[Instructions to follow]:
Which lines of the entries hold the string "EAST"? Copy each one.
——————————
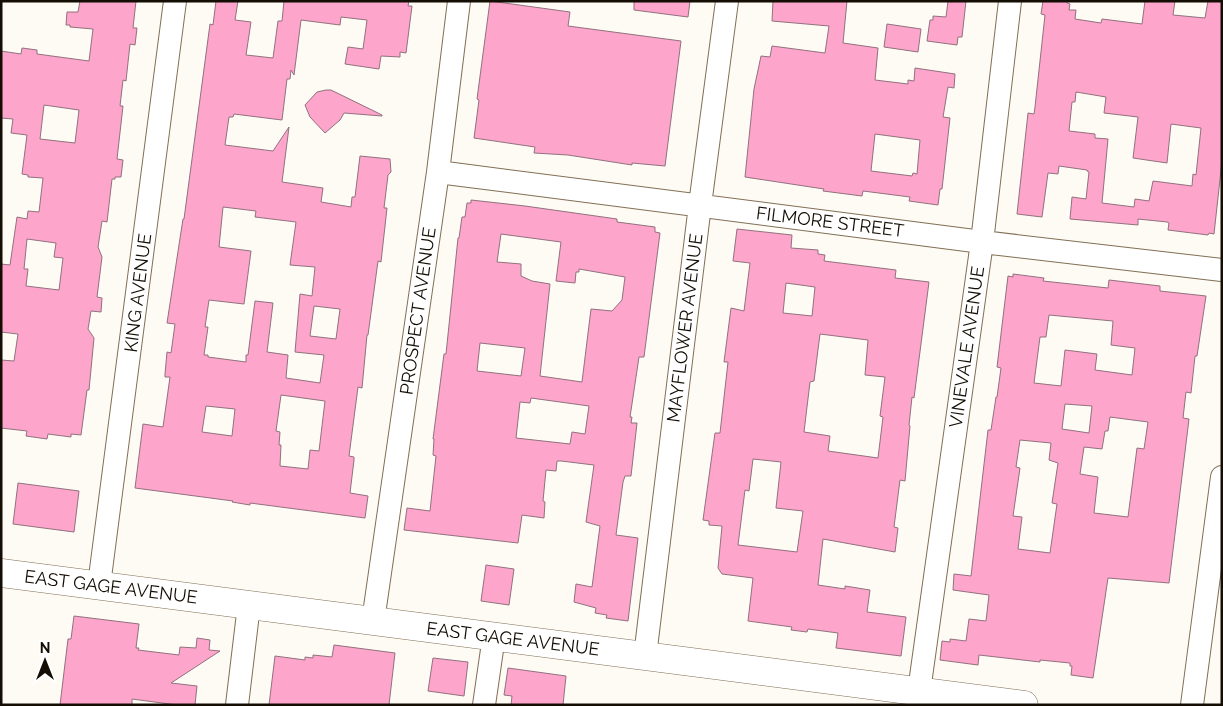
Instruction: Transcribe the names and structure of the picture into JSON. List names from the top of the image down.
{
  "streets": {
    "main road": ["EAST GAGE AVENUE"],
    "street": [
      "FILMORE STREET",
      "KING AVENUE",
      "PROSPECT AVENUE",
      "MAYFLOWER AVENUE",
      "VINEVALE AVENUE"
    ]
  },
  "crossings": [
    ["FILMORE STREET", "PROSPECT AVENUE"],
    ["FILMORE STREET", "MAYFLOWER AVENUE"],
    ["FILMORE STREET", "VINEVALE AVENUE"],
    ["KING AVENUE", "EAST GAGE AVENUE"],
    ["PROSPECT AVENUE", "EAST GAGE AVENUE"],
    ["MAYFLOWER AVENUE", "EAST GAGE AVENUE"],
    ["VINEVALE AVENUE", "EAST GAGE AVENUE"]
  ],
  "north": "top"
}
——————————
[Written answer]:
    "main road": ["EAST GAGE AVENUE"],
    ["KING AVENUE", "EAST GAGE AVENUE"],
    ["PROSPECT AVENUE", "EAST GAGE AVENUE"],
    ["MAYFLOWER AVENUE", "EAST GAGE AVENUE"],
    ["VINEVALE AVENUE", "EAST GAGE AVENUE"]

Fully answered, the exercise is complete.